India and China have traditionally controlled the largest share of exports to Kenya, accounting for about a third of the purchases.
China remained on top with imports climbing more than a third (38.76 percent) in the review quarter to Sh126.08 billion.
Kenya largely buys refined petroleum products from the UAE.
This came at a time when the average cost of diesel, which largely powers Kenya’s transportation and agricultural sectors, fell 3.21 percent year-on-year to $724.34 per cubic metre when it landed at the Port of Mombasa during the quarter under review. This means the traders spent less amount to ship in diesel than a year earlier before paying taxes and other costs.
The same volume of super petrol cost $702.45 on average during the review period, a relatively lower growth of 6.21 percent compared with the year before.
Kenya has been looking to narrow a gigantic trade imbalance with UAE with imports last year hitting Sh407.4 billion against export earnings of Sh44.02 billion.
UAE— which has successfully ploughed oil wealth into other sectors from tourism to real estate— has been keen on doubling non-oil trade and investments with Kenya. Non-oil imports from UAE, particularly Dubai, include electrical and electronic equipment as well as plastics.
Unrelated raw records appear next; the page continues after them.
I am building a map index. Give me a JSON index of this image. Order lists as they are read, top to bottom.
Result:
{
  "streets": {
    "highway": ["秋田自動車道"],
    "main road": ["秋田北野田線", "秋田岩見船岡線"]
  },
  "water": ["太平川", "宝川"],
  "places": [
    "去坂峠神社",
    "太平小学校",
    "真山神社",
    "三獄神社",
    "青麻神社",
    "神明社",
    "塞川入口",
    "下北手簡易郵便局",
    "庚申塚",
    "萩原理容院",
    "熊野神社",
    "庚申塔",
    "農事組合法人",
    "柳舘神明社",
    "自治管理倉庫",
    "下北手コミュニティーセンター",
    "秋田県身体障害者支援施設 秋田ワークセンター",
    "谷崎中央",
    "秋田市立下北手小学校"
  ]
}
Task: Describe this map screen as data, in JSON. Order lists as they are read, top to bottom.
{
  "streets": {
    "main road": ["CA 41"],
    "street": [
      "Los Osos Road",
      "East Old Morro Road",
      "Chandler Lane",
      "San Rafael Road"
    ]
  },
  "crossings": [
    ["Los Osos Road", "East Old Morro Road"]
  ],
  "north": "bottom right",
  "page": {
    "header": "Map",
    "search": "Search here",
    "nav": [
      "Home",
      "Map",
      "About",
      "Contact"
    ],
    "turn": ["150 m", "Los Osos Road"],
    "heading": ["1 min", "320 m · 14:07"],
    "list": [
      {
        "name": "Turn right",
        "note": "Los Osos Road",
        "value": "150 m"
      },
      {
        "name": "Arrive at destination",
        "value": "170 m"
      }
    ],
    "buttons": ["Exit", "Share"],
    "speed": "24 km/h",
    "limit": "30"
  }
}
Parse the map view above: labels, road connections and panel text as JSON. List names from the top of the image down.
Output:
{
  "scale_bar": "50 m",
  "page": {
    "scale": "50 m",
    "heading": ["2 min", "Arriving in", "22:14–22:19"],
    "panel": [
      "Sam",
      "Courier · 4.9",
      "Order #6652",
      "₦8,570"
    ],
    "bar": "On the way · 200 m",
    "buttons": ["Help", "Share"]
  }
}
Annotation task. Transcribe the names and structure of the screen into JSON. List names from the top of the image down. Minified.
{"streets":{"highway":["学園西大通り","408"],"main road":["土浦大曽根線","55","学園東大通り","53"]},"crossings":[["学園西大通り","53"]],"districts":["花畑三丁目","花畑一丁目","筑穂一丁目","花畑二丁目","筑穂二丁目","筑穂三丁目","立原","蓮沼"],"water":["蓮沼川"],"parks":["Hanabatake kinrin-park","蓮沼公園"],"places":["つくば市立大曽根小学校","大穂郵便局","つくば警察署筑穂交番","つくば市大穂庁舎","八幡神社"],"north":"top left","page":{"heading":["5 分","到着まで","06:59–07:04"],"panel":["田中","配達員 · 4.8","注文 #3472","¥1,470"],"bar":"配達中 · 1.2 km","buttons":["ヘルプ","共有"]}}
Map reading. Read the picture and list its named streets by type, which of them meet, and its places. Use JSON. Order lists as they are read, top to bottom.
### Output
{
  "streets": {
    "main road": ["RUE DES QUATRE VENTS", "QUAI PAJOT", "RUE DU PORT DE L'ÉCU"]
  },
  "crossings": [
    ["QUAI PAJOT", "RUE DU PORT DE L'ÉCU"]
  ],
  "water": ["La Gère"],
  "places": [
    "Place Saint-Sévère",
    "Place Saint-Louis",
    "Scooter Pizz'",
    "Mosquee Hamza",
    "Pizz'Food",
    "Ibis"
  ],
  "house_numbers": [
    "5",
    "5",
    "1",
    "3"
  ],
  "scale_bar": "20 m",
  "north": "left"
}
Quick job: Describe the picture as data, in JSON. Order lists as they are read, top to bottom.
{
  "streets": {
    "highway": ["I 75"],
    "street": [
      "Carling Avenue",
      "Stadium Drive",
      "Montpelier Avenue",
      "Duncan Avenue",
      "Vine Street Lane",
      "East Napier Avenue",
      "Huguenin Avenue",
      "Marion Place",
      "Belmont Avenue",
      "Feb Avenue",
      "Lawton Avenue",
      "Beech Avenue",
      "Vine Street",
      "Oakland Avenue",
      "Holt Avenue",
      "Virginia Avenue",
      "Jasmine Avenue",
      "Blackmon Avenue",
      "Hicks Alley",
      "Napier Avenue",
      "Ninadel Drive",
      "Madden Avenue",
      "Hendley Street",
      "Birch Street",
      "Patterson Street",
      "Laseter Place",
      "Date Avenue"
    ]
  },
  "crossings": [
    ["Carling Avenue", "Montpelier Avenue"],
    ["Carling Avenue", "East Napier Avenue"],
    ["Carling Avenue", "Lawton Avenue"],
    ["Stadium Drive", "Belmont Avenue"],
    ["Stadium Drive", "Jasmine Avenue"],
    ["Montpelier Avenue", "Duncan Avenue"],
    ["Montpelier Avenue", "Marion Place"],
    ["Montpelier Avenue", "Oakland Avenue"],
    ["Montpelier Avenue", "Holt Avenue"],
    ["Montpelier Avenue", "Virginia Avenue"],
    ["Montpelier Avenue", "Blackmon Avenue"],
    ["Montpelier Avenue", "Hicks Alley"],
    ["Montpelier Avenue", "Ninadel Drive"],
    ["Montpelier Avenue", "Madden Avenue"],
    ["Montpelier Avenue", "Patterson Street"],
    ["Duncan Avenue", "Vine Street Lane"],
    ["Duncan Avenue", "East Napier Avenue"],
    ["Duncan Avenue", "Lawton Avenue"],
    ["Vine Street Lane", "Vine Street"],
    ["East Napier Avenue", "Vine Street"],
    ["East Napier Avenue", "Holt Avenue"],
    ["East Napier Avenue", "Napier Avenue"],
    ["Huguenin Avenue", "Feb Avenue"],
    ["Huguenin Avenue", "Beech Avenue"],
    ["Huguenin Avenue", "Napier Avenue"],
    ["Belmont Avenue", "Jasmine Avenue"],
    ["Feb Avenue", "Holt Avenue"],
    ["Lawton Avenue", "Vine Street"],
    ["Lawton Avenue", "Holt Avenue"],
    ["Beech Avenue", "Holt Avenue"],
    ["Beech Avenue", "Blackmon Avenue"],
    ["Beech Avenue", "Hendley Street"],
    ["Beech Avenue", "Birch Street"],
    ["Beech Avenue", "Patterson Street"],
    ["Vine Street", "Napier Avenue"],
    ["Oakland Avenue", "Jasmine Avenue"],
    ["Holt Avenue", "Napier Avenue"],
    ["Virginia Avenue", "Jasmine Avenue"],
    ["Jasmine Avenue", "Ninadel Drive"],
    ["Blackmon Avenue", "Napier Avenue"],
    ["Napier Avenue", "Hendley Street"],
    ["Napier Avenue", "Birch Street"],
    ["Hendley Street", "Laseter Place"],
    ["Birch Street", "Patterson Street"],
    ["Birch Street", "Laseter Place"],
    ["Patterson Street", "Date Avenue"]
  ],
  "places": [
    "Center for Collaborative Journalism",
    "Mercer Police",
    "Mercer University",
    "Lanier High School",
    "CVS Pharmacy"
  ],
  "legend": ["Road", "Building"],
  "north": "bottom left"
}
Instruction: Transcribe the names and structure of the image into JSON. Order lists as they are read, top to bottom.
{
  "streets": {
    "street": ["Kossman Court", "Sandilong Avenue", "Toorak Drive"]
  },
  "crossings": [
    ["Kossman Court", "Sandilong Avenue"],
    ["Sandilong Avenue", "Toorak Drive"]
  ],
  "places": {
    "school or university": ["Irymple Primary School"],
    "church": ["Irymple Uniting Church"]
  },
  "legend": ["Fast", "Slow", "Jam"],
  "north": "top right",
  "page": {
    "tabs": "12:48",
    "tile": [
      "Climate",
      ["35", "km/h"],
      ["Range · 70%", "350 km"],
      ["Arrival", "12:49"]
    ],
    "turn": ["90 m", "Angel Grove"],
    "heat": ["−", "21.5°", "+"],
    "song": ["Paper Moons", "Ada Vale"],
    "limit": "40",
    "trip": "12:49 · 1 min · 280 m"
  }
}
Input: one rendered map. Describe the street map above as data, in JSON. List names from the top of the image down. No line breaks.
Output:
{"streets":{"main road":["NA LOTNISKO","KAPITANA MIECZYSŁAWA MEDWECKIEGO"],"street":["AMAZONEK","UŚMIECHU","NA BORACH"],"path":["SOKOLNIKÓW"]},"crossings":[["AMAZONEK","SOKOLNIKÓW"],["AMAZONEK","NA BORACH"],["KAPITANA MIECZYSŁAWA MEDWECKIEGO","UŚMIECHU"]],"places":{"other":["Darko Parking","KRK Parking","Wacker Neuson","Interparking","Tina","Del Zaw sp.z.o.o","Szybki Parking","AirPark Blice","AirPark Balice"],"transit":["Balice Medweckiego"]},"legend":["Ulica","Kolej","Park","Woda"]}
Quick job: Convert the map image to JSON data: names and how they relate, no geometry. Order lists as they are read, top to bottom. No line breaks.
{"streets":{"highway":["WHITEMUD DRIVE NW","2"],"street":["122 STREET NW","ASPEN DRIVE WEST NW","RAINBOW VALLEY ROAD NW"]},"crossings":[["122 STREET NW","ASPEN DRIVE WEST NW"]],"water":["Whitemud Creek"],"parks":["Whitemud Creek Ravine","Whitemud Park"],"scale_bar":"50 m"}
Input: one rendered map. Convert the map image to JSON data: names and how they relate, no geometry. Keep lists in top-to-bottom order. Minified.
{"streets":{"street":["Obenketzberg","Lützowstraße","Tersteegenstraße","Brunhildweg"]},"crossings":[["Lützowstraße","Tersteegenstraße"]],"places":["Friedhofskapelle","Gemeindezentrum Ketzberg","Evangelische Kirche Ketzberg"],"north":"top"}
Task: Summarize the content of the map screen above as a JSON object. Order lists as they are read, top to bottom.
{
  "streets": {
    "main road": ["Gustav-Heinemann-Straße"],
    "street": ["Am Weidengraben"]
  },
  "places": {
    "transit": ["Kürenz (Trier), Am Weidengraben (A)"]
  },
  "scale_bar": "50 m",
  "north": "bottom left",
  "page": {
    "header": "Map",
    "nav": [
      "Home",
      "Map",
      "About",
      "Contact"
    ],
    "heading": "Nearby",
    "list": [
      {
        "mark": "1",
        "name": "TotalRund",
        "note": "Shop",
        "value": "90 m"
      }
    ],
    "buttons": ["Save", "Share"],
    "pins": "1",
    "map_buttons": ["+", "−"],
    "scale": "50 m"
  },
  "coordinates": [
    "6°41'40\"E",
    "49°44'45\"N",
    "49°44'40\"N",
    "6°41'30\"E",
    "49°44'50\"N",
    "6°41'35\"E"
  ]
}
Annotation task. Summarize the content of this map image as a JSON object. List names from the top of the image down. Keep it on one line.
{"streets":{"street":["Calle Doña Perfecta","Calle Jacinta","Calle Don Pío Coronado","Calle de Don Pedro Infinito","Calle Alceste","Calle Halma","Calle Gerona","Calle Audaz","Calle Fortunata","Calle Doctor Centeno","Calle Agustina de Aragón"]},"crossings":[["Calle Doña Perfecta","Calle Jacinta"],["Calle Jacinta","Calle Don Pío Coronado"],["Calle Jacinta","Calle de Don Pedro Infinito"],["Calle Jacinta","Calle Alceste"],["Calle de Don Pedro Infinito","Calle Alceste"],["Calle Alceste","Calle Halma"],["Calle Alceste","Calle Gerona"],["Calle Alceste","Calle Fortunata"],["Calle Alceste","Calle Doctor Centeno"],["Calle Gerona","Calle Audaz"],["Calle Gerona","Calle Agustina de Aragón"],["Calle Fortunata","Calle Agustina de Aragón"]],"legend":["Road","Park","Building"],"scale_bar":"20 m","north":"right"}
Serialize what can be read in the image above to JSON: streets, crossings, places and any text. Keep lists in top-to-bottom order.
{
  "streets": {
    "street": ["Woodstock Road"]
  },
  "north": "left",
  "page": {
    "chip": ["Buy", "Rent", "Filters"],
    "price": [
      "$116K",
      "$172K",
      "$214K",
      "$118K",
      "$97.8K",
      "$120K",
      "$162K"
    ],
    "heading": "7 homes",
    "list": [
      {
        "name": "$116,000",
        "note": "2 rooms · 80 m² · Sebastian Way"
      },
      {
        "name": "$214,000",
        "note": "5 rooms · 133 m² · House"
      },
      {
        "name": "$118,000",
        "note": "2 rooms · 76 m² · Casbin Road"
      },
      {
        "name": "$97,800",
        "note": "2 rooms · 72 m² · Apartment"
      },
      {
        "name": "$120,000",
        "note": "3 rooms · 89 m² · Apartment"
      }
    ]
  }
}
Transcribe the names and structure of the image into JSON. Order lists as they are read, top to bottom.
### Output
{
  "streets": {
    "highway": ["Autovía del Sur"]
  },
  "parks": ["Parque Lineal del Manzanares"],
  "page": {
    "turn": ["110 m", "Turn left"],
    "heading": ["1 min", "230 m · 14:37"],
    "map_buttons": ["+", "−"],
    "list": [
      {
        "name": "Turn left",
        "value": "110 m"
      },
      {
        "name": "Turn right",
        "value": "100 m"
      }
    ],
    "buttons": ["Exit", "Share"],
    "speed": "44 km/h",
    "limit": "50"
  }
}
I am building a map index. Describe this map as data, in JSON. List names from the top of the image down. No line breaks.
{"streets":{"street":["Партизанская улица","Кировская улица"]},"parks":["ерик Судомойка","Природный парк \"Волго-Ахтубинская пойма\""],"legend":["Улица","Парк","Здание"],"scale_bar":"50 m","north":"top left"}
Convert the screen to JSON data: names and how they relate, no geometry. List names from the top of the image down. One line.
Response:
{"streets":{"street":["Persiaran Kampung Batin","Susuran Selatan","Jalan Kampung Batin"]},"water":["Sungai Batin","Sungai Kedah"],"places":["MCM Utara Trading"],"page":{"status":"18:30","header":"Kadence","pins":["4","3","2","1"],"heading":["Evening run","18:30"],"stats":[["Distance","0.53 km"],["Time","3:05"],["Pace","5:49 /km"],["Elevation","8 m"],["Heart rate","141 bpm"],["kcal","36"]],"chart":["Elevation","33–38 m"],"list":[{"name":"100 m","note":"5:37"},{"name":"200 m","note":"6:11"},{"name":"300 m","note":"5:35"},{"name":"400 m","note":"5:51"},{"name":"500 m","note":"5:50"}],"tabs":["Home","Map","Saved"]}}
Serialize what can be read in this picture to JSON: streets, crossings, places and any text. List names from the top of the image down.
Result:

Negotiating teams from Nairobi and Abu Dhabi last year held three rounds of technical negotiations under the Kenya-UAE Comprehensive Economic Partnership Agreement, which seeks to deepen trade and investment ties with a focus on non-oil goods.
“Through the CEPA, the UAE and Kenya aim to remove trade barriers on a wide range of goods and services, creating new opportunities for importers and exporters in both countries and enabling Kenyan companies to leverage the value of the UAE’s geographical and logistical position,” the KNBS wrote in 2024 Economic Survey.